Interesting, the 8200i review on the same site states it's resolution is 3250dpi as opposed to 3800dpi on the 8100?
True... I guess that something is flawed in that 8200i rating, taking a flawed rating from the former 7600i, when the 7400i rating also used for the (successor) 8100i reaches 3800dpi effective, resolving element 6.2 for sure.
Scan times per frame is 4 minutes without iSRD and almost 10 minutes with iSRD enabled.
You are right, but in practice for most of the situations you won't notice any enhacement from scanning beyond 3600dpi (taking 1:25min), usually images in the negative have other limitations. First the situations where the film itself can record more than 50lp/mm at extintion are totally exceptional, then we shot 35mm handheld, we are in the DOF rather in perfect focus...
Of course a shot can be exceptionally sharp, and bebefiting from scanning with the plustek at 4800, but any enhacement beyond that point will really small.
Yes, the Plustek is slow at 7200 dpi, but the situations where you do that are exceptional, not everyday everyone makes a 1m high quality print in a lightjet. But the day you want that the Plustek throws 3800dpi effective, which is amazing for such a cheap and trouble-free machine.
Instead the Coolscan is a very pro machine delivering a very optimized image where every bit of information transmitted through the cable is significative, drawback is cost and difficult/expensive service of an ancient machine.
Of course the Plustek lacks the Pro level of the Coolscan, but amazingly it delivers Pro results when required.
That site also reviewed the Epson V800/850 and conclude that you need to scan at 4800dpi in order to achieve 2300dpi and that scanning at 6400dpi doesn't achieve any more detail.
The Epson resolves 2900 dpi effective in the horizontal axis and 2300 in the vertical axis, as every flatbed resolving power is lower in carriage motion direction. In the Epson film flatness and optimal holder height adjustment is critical for optimal results. The new holders V800 have ANR glass to ensure flatness and adjustable height, an accurate scanning allows great results. Think that if the film height falls only 1.2mm from the optimal position you loss 50% of the resolving power.

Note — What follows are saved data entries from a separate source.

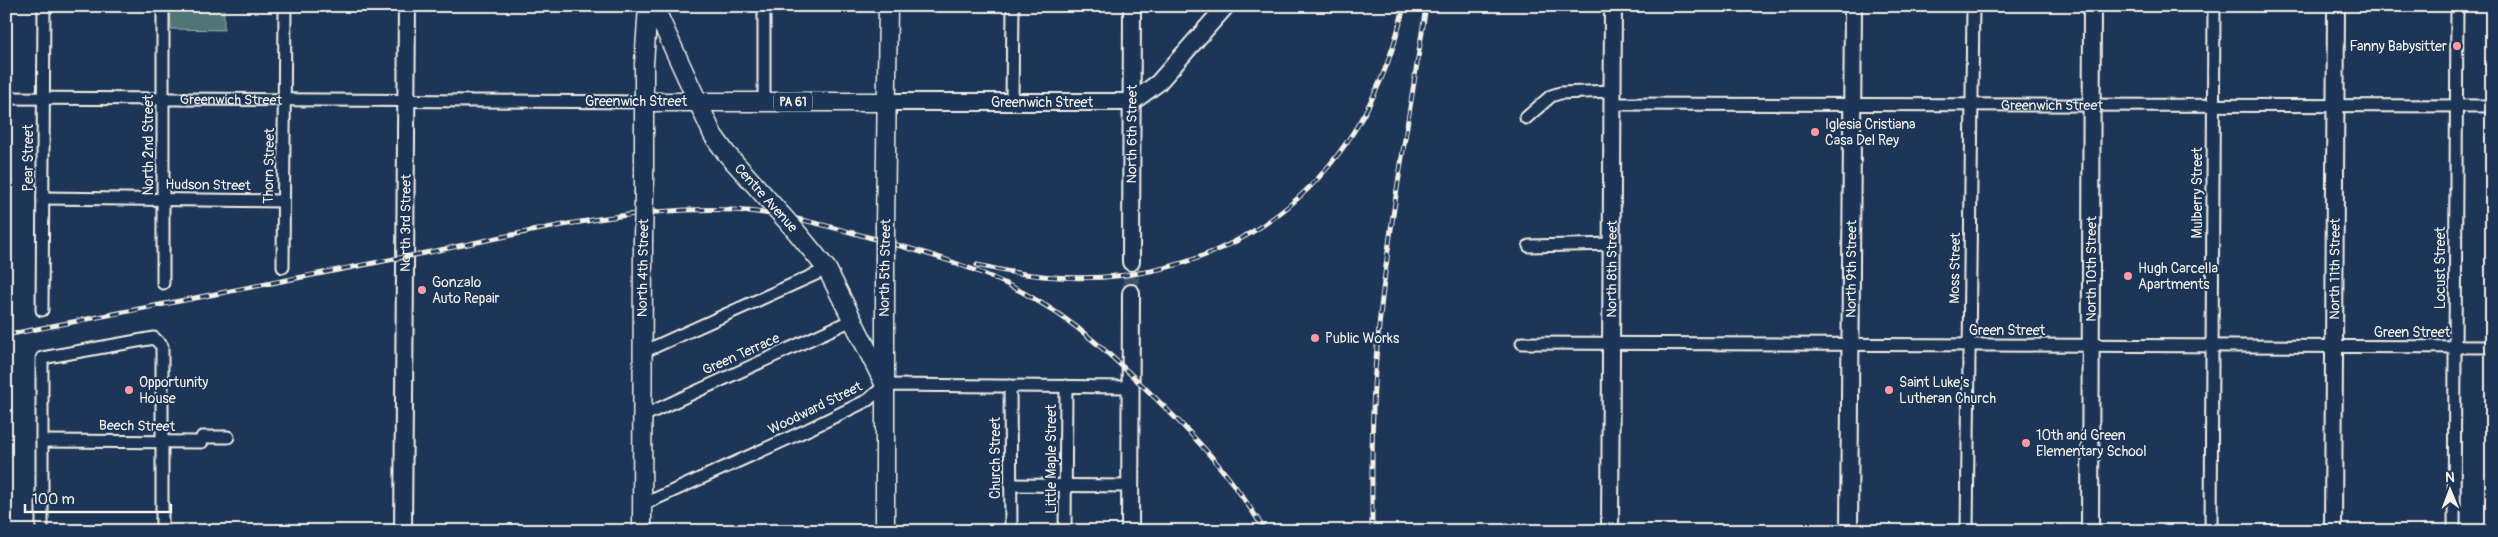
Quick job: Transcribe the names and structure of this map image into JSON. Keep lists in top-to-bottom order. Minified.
{"streets":{"main road":["Greenwich Street","PA 61","Centre Avenue","North 4th Street","North 5th Street"],"street":["North 6th Street","North 2nd Street","Pear Street","Thorn Street","Hudson Street","Mulberry Street","North 3rd Street","North 9th Street","Moss Street","North 10th Street","North 11th Street","Locust Street","North 8th Street","Green Street","Green Terrace","Woodward Street","Beech Street","Church Street","Little Maple Street"]},"crossings":[["Greenwich Street","North 6th Street"],["Greenwich Street","North 2nd Street"],["Greenwich Street","Pear Street"],["Greenwich Street","Thorn Street"],["Greenwich Street","Mulberry Street"],["Greenwich Street","Centre Avenue"],["Greenwich Street","North 3rd Street"],["Greenwich Street","North 4th Street"],["Greenwich Street","North 5th Street"],["Greenwich Street","North 9th Street"],["Greenwich Street","Moss Street"],["Greenwich Street","North 10th Street"],["Greenwich Street","North 11th Street"],["Greenwich Street","Locust Street"],["Greenwich Street","North 8th Street"],["North 2nd Street","Hudson Street"],["Pear Street","Hudson Street"],["Thorn Street","Hudson Street"],["Mulberry Street","Green Street"],["Centre Avenue","North 5th Street"],["Centre Avenue","Green Terrace"],["Centre Avenue","Woodward Street"],["North 4th Street","Green Terrace"],["North 4th Street","Woodward Street"],["North 5th Street","Woodward Street"],["North 9th Street","Green Street"],["Moss Street","Green Street"],["North 10th Street","Green Street"],["North 11th Street","Green Street"],["Locust Street","Green Street"],["North 8th Street","Green Street"]],"places":["Fanny Babysitter","Iglesia Cristiana Casa Del Rey","Hugh Carcella Apartments","Gonzalo Auto Repair","Public Works","Opportunity House","Saint Luke's Lutheran Church","10th and Green Elementary School"],"scale_bar":"100 m","north":"top"}
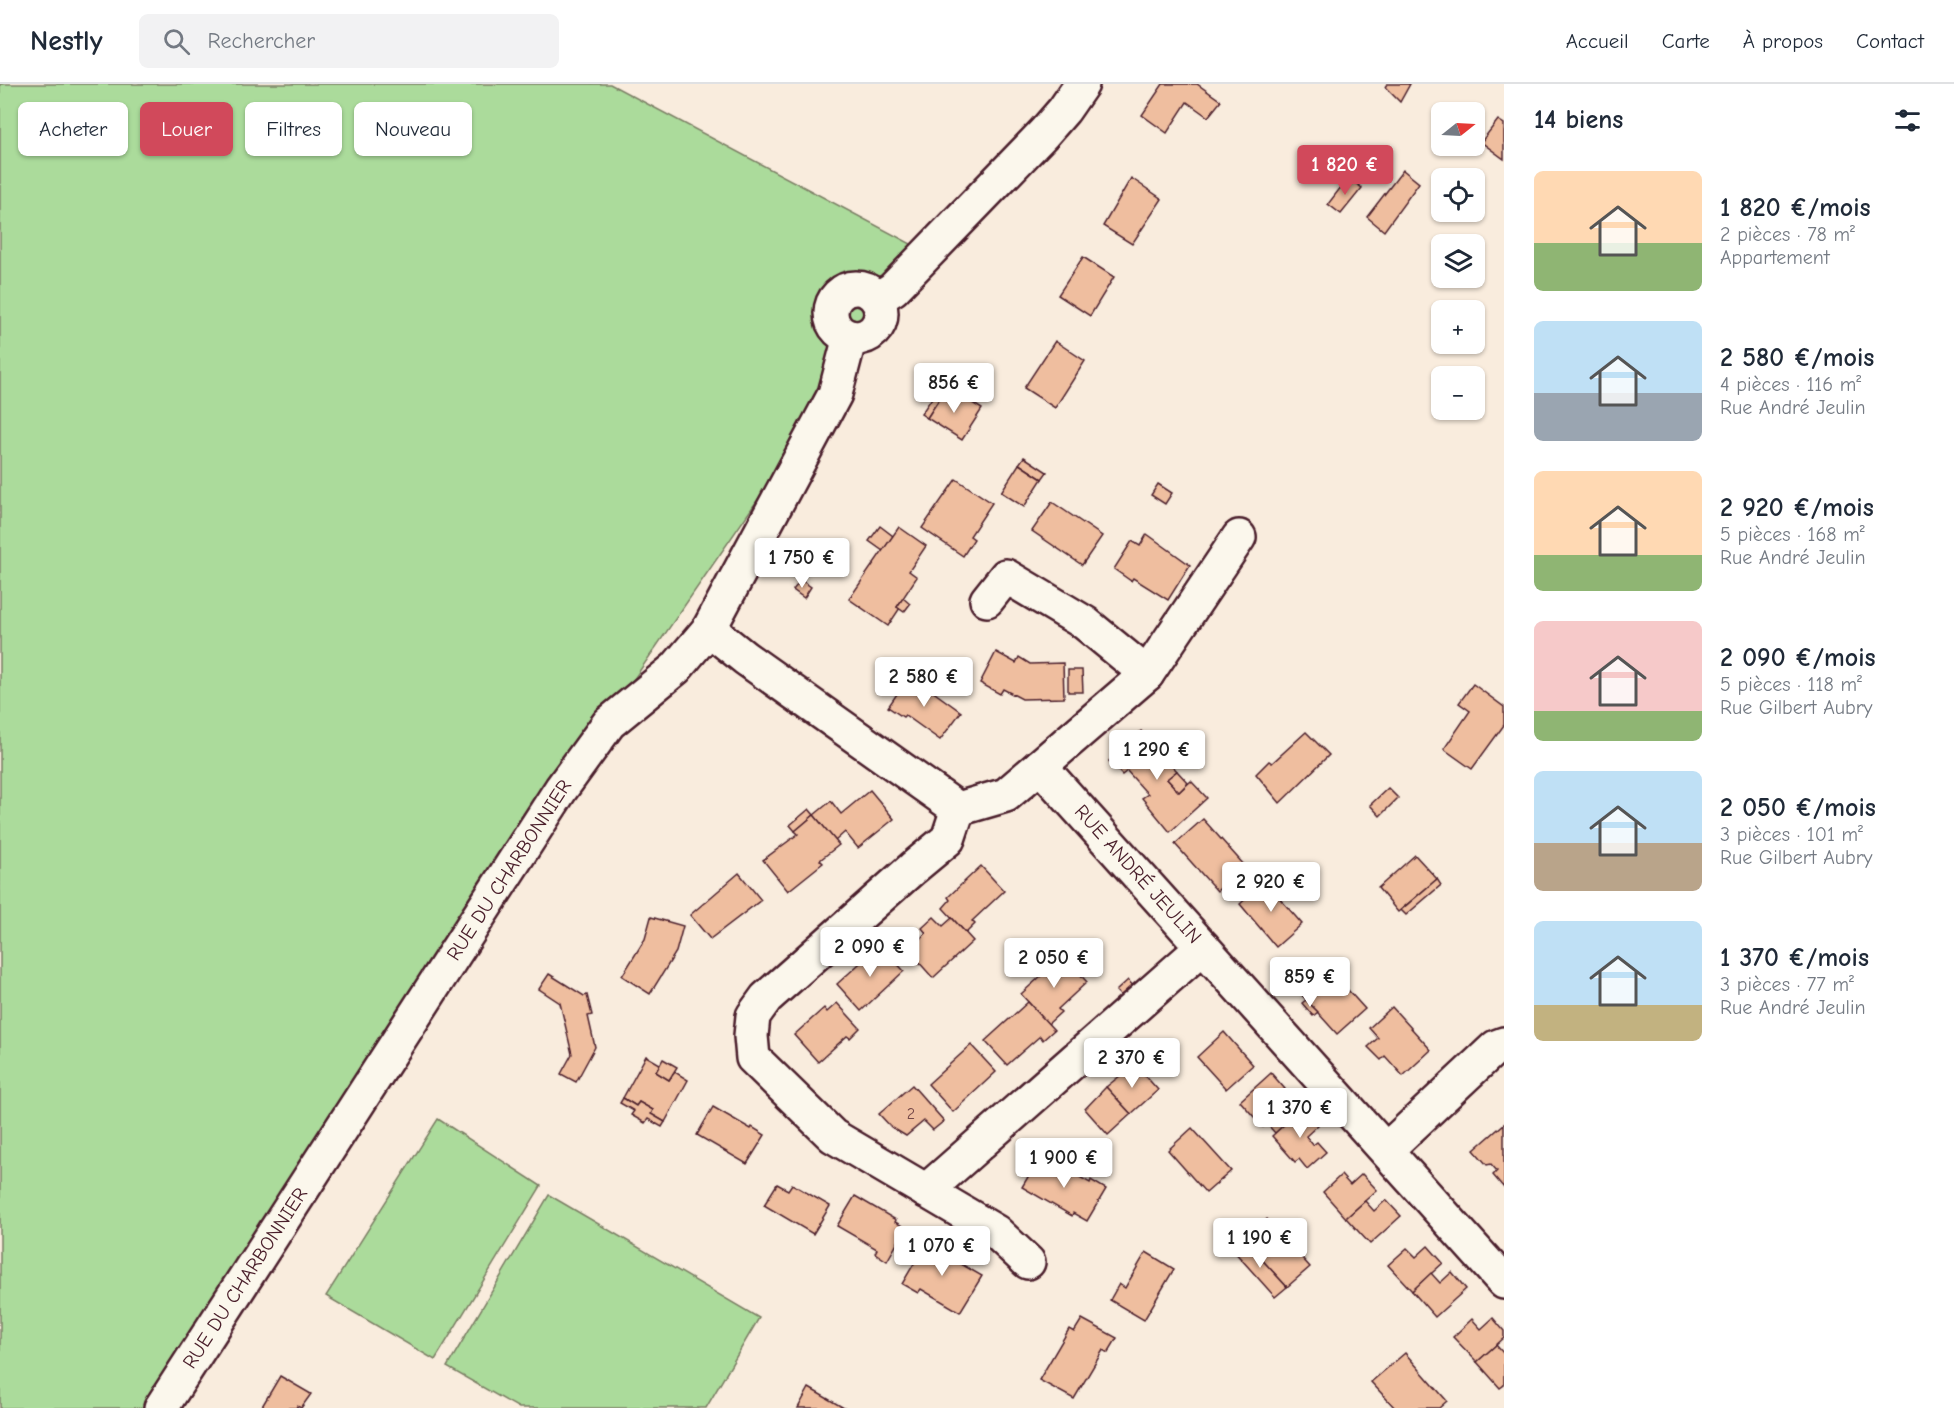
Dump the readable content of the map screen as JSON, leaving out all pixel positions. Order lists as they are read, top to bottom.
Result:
{
  "streets": {
    "street": ["RUE DU CHARBONNIER", "RUE ANDRÉ JEULIN"]
  },
  "house_numbers": ["2"],
  "north": "right",
  "page": {
    "header": "Nestly",
    "search": "Rechercher",
    "nav": [
      "Accueil",
      "Carte",
      "À propos",
      "Contact"
    ],
    "heading": "14 biens",
    "map_buttons": ["+", "−"],
    "chip": [
      "Acheter",
      "Louer",
      "Filtres",
      "Nouveau"
    ],
    "price": [
      "1 820 €",
      "856 €",
      "1 750 €",
      "2 580 €",
      "1 290 €",
      "2 920 €",
      "2 090 €",
      "2 050 €",
      "859 €",
      "2 370 €",
      "1 370 €",
      "1 900 €",
      "1 190 €",
      "1 070 €"
    ],
    "list": [
      {
        "name": "1 820 €/mois",
        "note": "2 pièces · 78 m² · Appartement"
      },
      {
        "name": "2 580 €/mois",
        "note": "4 pièces · 116 m² · Rue André Jeulin"
      },
      {
        "name": "2 920 €/mois",
        "note": "5 pièces · 168 m² · Rue André Jeulin"
      },
      {
        "name": "2 090 €/mois",
        "note": "5 pièces · 118 m² · Rue Gilbert Aubry"
      },
      {
        "name": "2 050 €/mois",
        "note": "3 pièces · 101 m² · Rue Gilbert Aubry"
      },
      {
        "name": "1 370 €/mois",
        "note": "3 pièces · 77 m² · Rue André Jeulin"
      }
    ]
  }
}
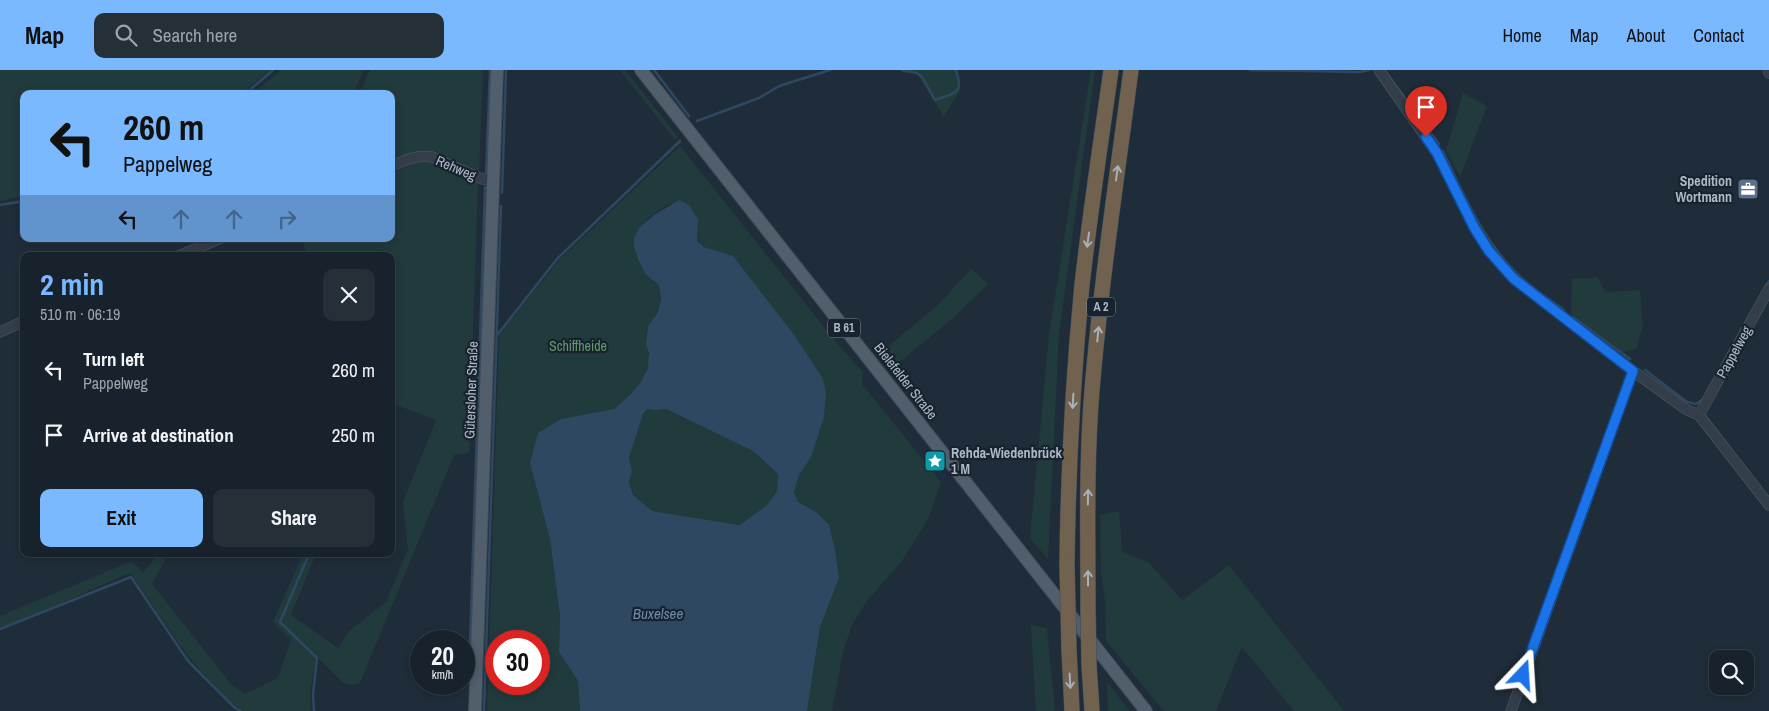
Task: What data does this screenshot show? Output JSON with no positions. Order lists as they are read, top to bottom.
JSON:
{
  "streets": {
    "highway": ["A 2"],
    "main road": ["B 61", "Bielefelder Straße", "Gütersloher Straße"],
    "street": ["Rehweg", "Pappelweg"]
  },
  "crossings": [
    ["Rehweg", "Gütersloher Straße"]
  ],
  "water": ["Buxelsee"],
  "parks": ["Schiffheide"],
  "places": {
    "office": ["Spedition Wortmann"],
    "place": ["Rehda-Wiedenbrück 1 M"]
  },
  "page": {
    "header": "Map",
    "search": "Search here",
    "nav": [
      "Home",
      "Map",
      "About",
      "Contact"
    ],
    "turn": ["260 m", "Pappelweg"],
    "heading": ["2 min", "510 m · 06:19"],
    "list": [
      {
        "name": "Turn left",
        "note": "Pappelweg",
        "value": "260 m"
      },
      {
        "name": "Arrive at destination",
        "value": "250 m"
      }
    ],
    "buttons": ["Exit", "Share"],
    "speed": "20 km/h",
    "limit": "30"
  }
}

So if as you said that your V850 is able to take absolutely all image quality the film has - except b&w, then why would you get the Plustek that takes considerably longer to make a scan and requires manual intervention to advance the filmholder for each frame? Couldn't you just apply more sharpening as needed?
Not only the V850, even the V700 is able to take all Image Quality of Kodak Portra 160, this has been demonstrated and if you want we can debate that. Color negative films were optimized nearly two decades ago to be very easy to scan in high production digital Labs and Minilabs.
Sharpening never increases resolving power, just it makes the image look better.
Many Pro scanners have very smart digital procedures to deliver a very well optimized image, sometimes those features connot even be disabled, those features are essential for productivity in a commercial environement. The Epson case is different, this is not Pro gear, it is prosumer gear, you always need to refine sharpening, but not to increase resolving power, you do that to manually refine the image like Pro machines do automaticly.
I have the Plustek. Truly amazing device for 35mm, only slightly bettered by my Minolta Scan Dual IV which produces comparable resolution with much smaller file sizes.
Yes... The Plustek 120 is very expensive, but the 35mm is a total steal, of course it's not pro gear, but delivering Pro results when required.